Zeb was smiling at me, still across the table, big eyes and a bit goofy, but now his lanky uncertainty had more of an edge of assuredness to it. ‘Well,’ he said, and then cleared his throat. ‘Well.’

‘Yes.’

A silence fell. A leaf dropped from one of the basil plants over in the corner. They needed watering. I didn’t move.

‘We could…’ I began.

‘Perhaps later.’

‘You don’t know what I was going to say.’ We were keeping our eyes on one another, both seemingly to stop the other from evaporating. I worried that if I blinked, this wonderful man would vanish and never have been. Then I realised that the death of my father and his absence from my life was making me think this way, and turned to the kettle. ‘Tea?’

All that reading I’d done for research hadn’t done me any favours. I still subliminally worried that anyone I had feelings for would leave me.

‘Mmm.’ I heard Zeb sit down again, the grind of the chair legs on the brick floor. It didn’t annoy me now like it had done before. It was audible proof that he was here.

‘So, what did you think I was going to suggest?’

He coughed. ‘Doesn’t matter. That’s Simon arriving now and I don’t think you’d want anything we did to be interrupted, would you?’

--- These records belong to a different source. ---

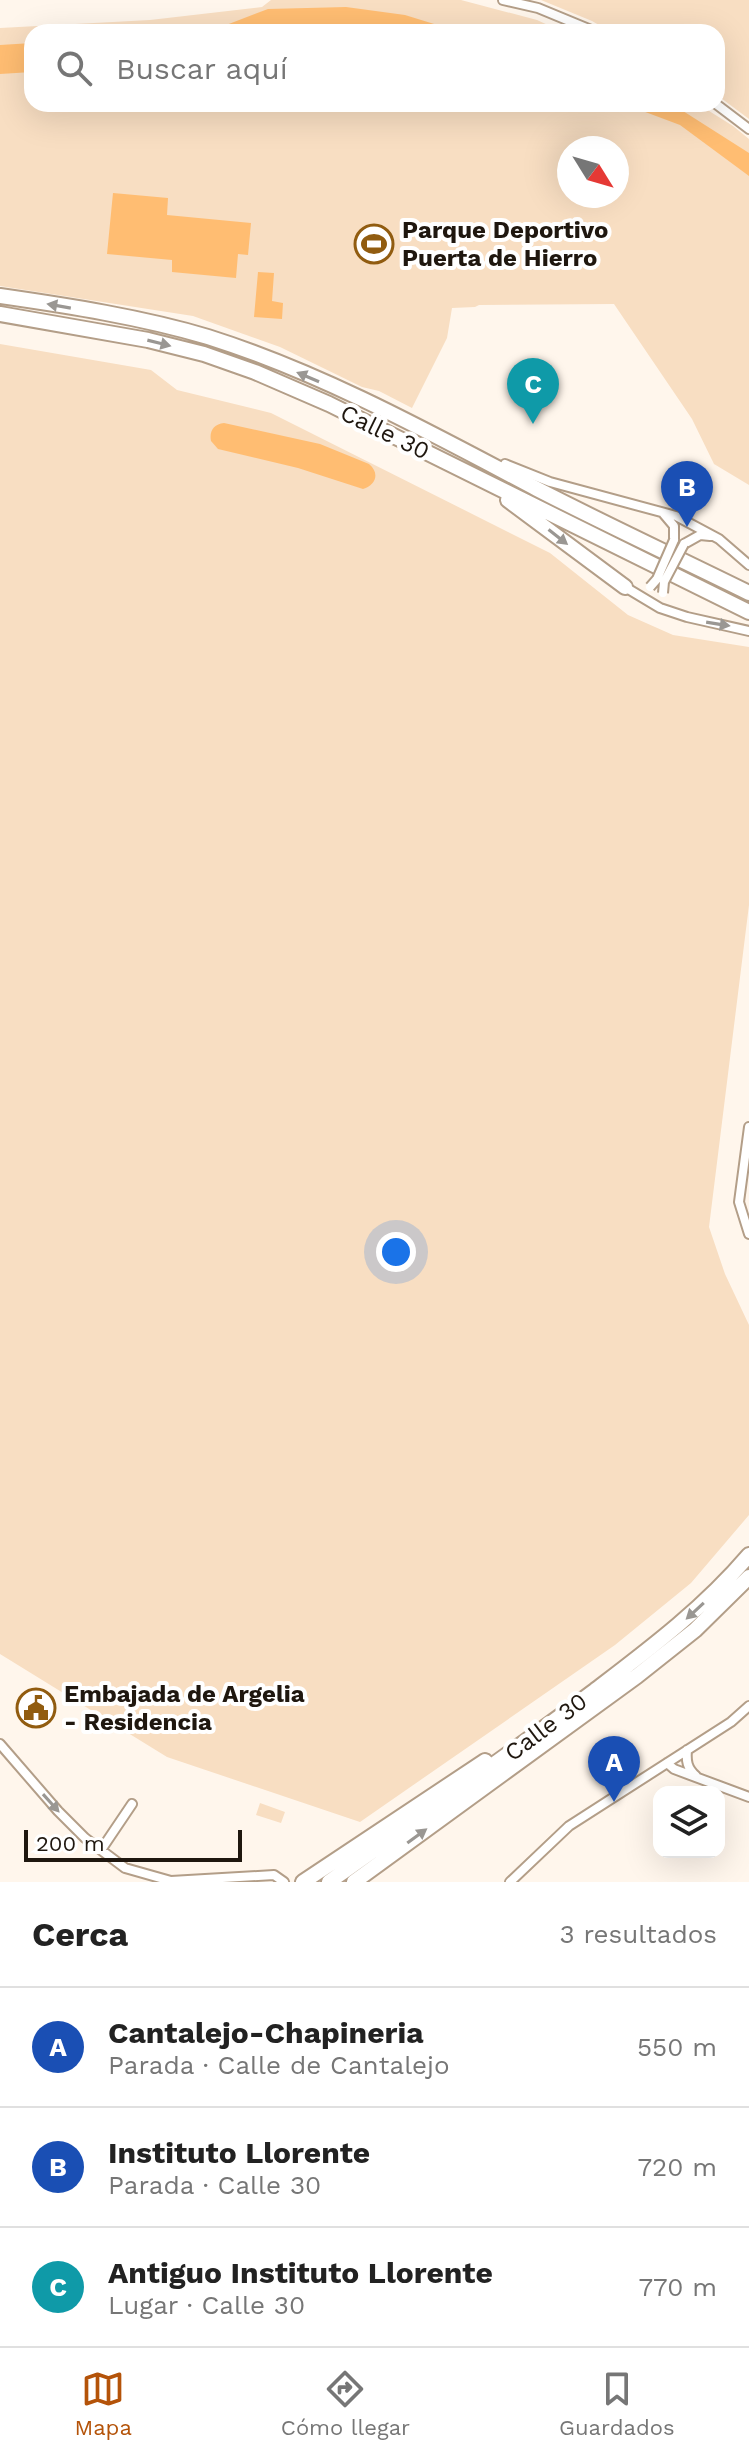 <!DOCTYPE html>
<html lang="es">
<head>
<meta charset="utf-8">
<style>
	body { margin:0; font-family:"Work Sans",sans-serif; background:#f6f6f6; color:#222 }
	.controls { position:absolute; right:24px; bottom:24px; display:grid; overflow:hidden; border-radius:16px; box-shadow:0 8px 32px #0002 }
	.controls button { width:72px; height:72px; display:grid; place-items:center; padding:0; border:0; border-bottom:2px solid #e0e0e0; background:#fff; color:#222; font:40px sans-serif }
	.compass { position:absolute; left:557px; top:136px; width:72px; height:72px; border-radius:50%; background:#fff; box-shadow:0 8px 32px #0002; rotate:127deg }
	.scale { position:absolute; left:24px; bottom:20px; width:218px; box-sizing:border-box; padding-left:8px; border:4px solid #1f170f; border-top:0; font-size:22px; line-height:28px; white-space:nowrap; color:#1f170f; -webkit-text-stroke:6px #fff; paint-order:stroke }
	.you { position:absolute; left:396px; top:1252px; width:28px; height:28px; margin:-20px; border:6px solid #fff; border-radius:50%; background:#1a73e8; box-shadow:0 0 0 12px #1a73e833 }
	.badge { display:grid; place-items:center; width:52px; height:52px; border-radius:50%; background:#b45309; color:#fff; font-size:26px; font-weight:700 }
	.pin { position:absolute; translate:-50% -66px; filter:drop-shadow(0 2px 4px #0008) }
	.pin::after { content:''; position:absolute; top:42px; width:28px; height:24px; background:inherit; clip-path:polygon(0 0,100% 0,50% 100%) }
	.list { margin:0; padding:0; list-style:none }
	h2 { display:flex; justify-content:space-between; align-items:center; height:104px; margin:0; padding:0 32px; font-size:34px }
	h2 small { font-size:26px; font-weight:400; color:#767676 }
	.list li { display:grid; grid-template-columns:52px 1fr auto; gap:24px; align-items:center; box-sizing:border-box; height:120px; padding:0 32px; border-top:2px solid #e0e0e0 }
	.list b { display:block; font-size:30px; white-space:nowrap }
	.list p { margin:0; font-size:26px; white-space:nowrap; color:#767676 }
	.list em { font-size:26px; font-style:normal; color:#767676 }
	.icon { flex:none; width:44px; height:44px; fill:none; stroke:currentColor; stroke-width:2; stroke-linecap:round; stroke-linejoin:round }
	.map { position:relative; flex:none; width:749px; height:1882px; overflow:hidden }
	.search { position:absolute; background:#fff; box-shadow:0 8px 32px #0002; left:24px; right:24px; top:24px; height:88px; display:flex; align-items:center; gap:20px; box-sizing:border-box; padding:0 28px; border-radius:24px; color:#767676; font-size:30px }
	.sheet { height:464px; background:#fff }
	nav { display:flex; justify-content:space-around; align-items:center; box-sizing:border-box; height:112px; border-top:2px solid #e0e0e0; background:#fff; font-size:22px; color:#767676 }
	nav a { display:grid; justify-items:center; gap:4px }
	nav .on { color:#b45309 }
	.map>svg:first-child { display:block }
</style>
</head>
<body>
<div class="map">
<svg width="749" height="1882" viewBox="0 0 749 1882">
	<rect width="100%" height="100%" fill="#fff6ec"/>
	<path fill="#f8dec2" fill-rule="evenodd" d="M 271,0 L 461,0 L 537,20 L 563,32 L 32,32 L 32,104 L 698,104 L 733,126 L 749,139 L 749,485 L 714,464 L 692,419 L 614,304 L 479,305 L 475,307 L 452,308 L 447,338 L 412,408 L 379,391 L 362,387 L 280,347 L 193,316 L 0,286 L 0,28 L 150,20 L 262,7 ZM 569,148 L 617,148 L 617,196 L 569,196 Z
		M 541,0 L 749,0 L 749,119 L 717,95 L 717,32 L 611,32 L 592,21 Z
		M 0,344 L 151,370 L 177,390 L 271,413 L 550,553 L 628,615 L 673,635 L 749,647 L 749,905 L 709,1227 L 725,1274 L 749,1325 L 749,1515 L 691,1583 L 615,1645 L 360,1822 L 167,1757 L 0,1654 Z
		M 260,1803 L 285,1812 L 281,1823 L 256,1815 Z"/>
	<path fill="#ffbd72" d="M 346,7 L 405,15 L 460,32 L 388,32 L 306,27 L 289,32 L 174,32 L 221,27 L 268,9 Z
		M 32,43 L 32,72 L 0,74 L 0,45 Z
		M 624,104 L 672,104 L 749,153 L 749,176 L 680,125 Z
		M 113,193 L 168,198 L 167,215 L 251,223 L 248,255 L 238,254 L 236,278 L 172,272 L 172,260 L 107,254 Z
		M 258,272 L 274,273 L 272,301 L 283,303 L 282,319 L 254,317 Z
		M 224,423 L 320,444 L 369,464 C 380,473 376,485 363,489 L 298,468 L 218,449 L 211,441 C 209,431 214,424 224,423 Z"/>
	<g fill="none" stroke-linecap="round" stroke-linejoin="round">
		<g stroke="#b39e88" stroke-width="12">
			<path id="street" d="M 503,0 L 538,8 L 596,32
				M 716,104 L 749,129
				M 505,464 L 550,482 L 676,516 L 719,539 L 749,565
				M 663,513 L 674,526 L 674,540
				M 684,544 L 700,535 L 710,536
				M 625,587 L 660,608 L 687,617 L 749,631
				M 749,1127 L 739,1202 L 749,1234
				M 0,1744 L 58,1811 L 85,1838 L 125,1868 L 171,1881 L 274,1875 L 284,1882
				M 687,1750 C 686,1761 687,1768 696,1776
				M 667,1763 L 674,1769 L 749,1797
				M 101,1850 L 132,1804
				M 510,1882 L 569,1826 L 731,1722 L 749,1706"/>
		</g>
		<g stroke="#b39e88" stroke-width="18">
			<path id="highway" d="M 0,296 C 69,306 141,317 208,337 C 322,373 431,433 537,489 C 607,525 678,558 749,593
				M 0,314 L 148,340 L 204,354 L 255,372 L 329,404 L 749,612
				M 508,500 L 625,587
				M 303,1882 L 485,1761
				M 329,1882 C 417,1819 506,1757 593,1692 C 648,1650 703,1609 749,1555
				M 354,1882 L 637,1676 L 695,1630 L 749,1577"/>
		</g>
		<use href="#street" stroke="#fff" stroke-width="8"/>
		<use href="#highway" stroke="#fff" stroke-width="14"/>
		<g stroke="#b39e88" stroke-width="12" stroke-linecap="butt">
			<path id="street-bridge" d="M 650,587 L 657,579 L 674,540
				M 663,593 L 664,582 L 684,544"/>
		</g>
		<use href="#street-bridge" stroke="#fff" stroke-width="8"/>
	</g>
	<defs><path id="oneway-solid" d="M-6-.8H1V-3.2L6.5 0L1 3.2V.8H-6Z" transform="scale(2)"/></defs>
	<g fill="#9a9793">
		<use href="#oneway-solid" transform="translate(59 306) rotate(-170)"/>
		<use href="#oneway-solid" transform="translate(159 343) rotate(14)"/>
		<use href="#oneway-solid" transform="translate(308 377) rotate(-157)"/>
		<use href="#oneway-solid" transform="translate(558 537) rotate(38)"/>
		<use href="#oneway-solid" transform="translate(718 624) rotate(9)"/>
		<use href="#oneway-solid" transform="translate(695 1611) rotate(137)"/>
		<use href="#oneway-solid" transform="translate(51 1803) rotate(48)"/>
		<use href="#oneway-solid" transform="translate(417 1836) rotate(-36)"/>
	</g>
	<defs>
		<g id="stadium-ring" transform="scale(2)"><circle r="9.5" fill="#fff" stroke="#915c10" stroke-width="1.5"/><path d="M0-5a6.5 5 0 1 0 0 10a6.5 5 0 1 0 0-10ZM-3.5-1.8h7v3.6h-7Z" fill="#915c10"/></g>
		<g id="civic-ring" transform="scale(2)"><circle r="9.5" fill="#fff" stroke="#915c10" stroke-width="1.5"/><path d="M-.6-6.5H3V-4.5H.6V-3L4-1V1h2V6H-6V1h2V-1L-.6-3ZM-1.2 2.5V6h2.4V2.5Z" fill="#915c10"/></g>
	</defs>
	<g fill-rule="evenodd">
		<use href="#stadium-ring" x="374" y="244"/>
		<use href="#civic-ring" x="36" y="1708"/>
	</g>
	<g text-anchor="middle" stroke-width="8" stroke-linejoin="round" paint-order="stroke">
		<g font-size="24" font-weight="bold" fill="#1f170f" stroke="#fff" text-anchor="start">
			<text x="402" y="238">Parque Deportivo<tspan x="402" dy="28">Puerta de Hierro</tspan></text>
			<text x="64" y="1702">Embajada de Argelia<tspan x="64" dy="28">- Residencia</tspan></text>
		</g>
		<g font-size="24" fill="#1f170f" stroke="#fff">
			<text transform="translate(385 432) rotate(26)" y="8">Calle 30</text>
			<text transform="translate(546 1727) rotate(-37)" y="8">Calle 30</text>
		</g>
	</g>
</svg>
<div class="controls">
<button><svg class="icon" aria-label="layers" viewBox="0 0 24 24"><path d="M12 4l9 5-9 5-9-5zM3 14l9 5 9-5"/></svg></button>
</div>
<svg class="compass" viewBox="-18 -18 36 36"><path d="M0-13l5 13h-10z" fill="#e53935"/><path d="M0 13l5-13h-10z" fill="#767676"/></svg>
<div class="scale">200 m</div>
<div class="you"></div>
<div class="pin badge" style="left:614px;top:1802px;background:#1a4fb4">A</div>
<div class="pin badge" style="left:687px;top:527px;background:#1a4fb4">B</div>
<div class="pin badge" style="left:533px;top:424px;background:#0f9aa8">C</div>
<div class="search"><svg class="icon" aria-label="search" viewBox="0 0 24 24"><circle cx="10" cy="10" r="6"/><path d="M15 15l6 6"/></svg>Buscar aquí</div>
</div>
<section class="sheet">
<h2>Cerca<small>3 resultados</small></h2>
<ul class="list">
<li><span class="badge" style="background:#1a4fb4">A</span><div><b>Cantalejo-Chapineria</b><p>Parada · Calle de Cantalejo</p></div><em>550 m</em></li>
<li><span class="badge" style="background:#1a4fb4">B</span><div><b>Instituto Llorente</b><p>Parada · Calle 30</p></div><em>720 m</em></li>
<li><span class="badge" style="background:#0f9aa8">C</span><div><b>Antiguo Instituto Llorente</b><p>Lugar · Calle 30</p></div><em>770 m</em></li>
</ul>
</section>
<nav>
<a class="on"><svg class="icon" aria-label="map" viewBox="0 0 24 24"><path d="M3 6l6-2 6 2 6-2v14l-6 2-6-2-6 2zM9 4v14M15 6v14"/></svg>Mapa</a>
<a><svg class="icon" aria-label="directions" viewBox="0 0 24 24"><path d="M12 3l9 9-9 9-9-9zM9 14v-3h6M13 9l2 2-2 2"/></svg>Cómo llegar</a>
<a><svg class="icon" aria-label="saved" viewBox="0 0 24 24"><path d="M7 4h10v16l-5-4-5 4z"/></svg>Guardados</a>
</nav>
</body>
</html>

I glanced up. He was right. The sporty little car was parked over by the shop and Simon was checking his reflection in the wing mirror, smoothing a hand over his hair and tugging at his jacket collar. I didn’t know why he was bothering, just for a meeting about financing our barn, but perhaps Simon had a ‘thing’ about always looking well groomed. He had to deal with the daily competition with the band members, who would look sensational wearing bedsheets and bin liners, after all.

‘Bugger. I’d better get another mug out. I’ll have Ollie’s; he won’t notice if I wash it properly.’

I started preparing the tea mugs, while Zeb went to the door to meet Simon who was retying his ponytail and looking awkward.

‘Is it all right if I… oh, hello, Zeb. Didn’t know you were going to be here. I thought you’d have gone home by now. Er.’

‘Zeb is part of Drycott,’ I said confidently, realising that I really meant it. ‘So it’s only right that he’s here.’

Simon stepped down into the kitchen. ‘Yes, I just meant… I need to talk toyou, Tallie, and you might not want Zeb listening in.’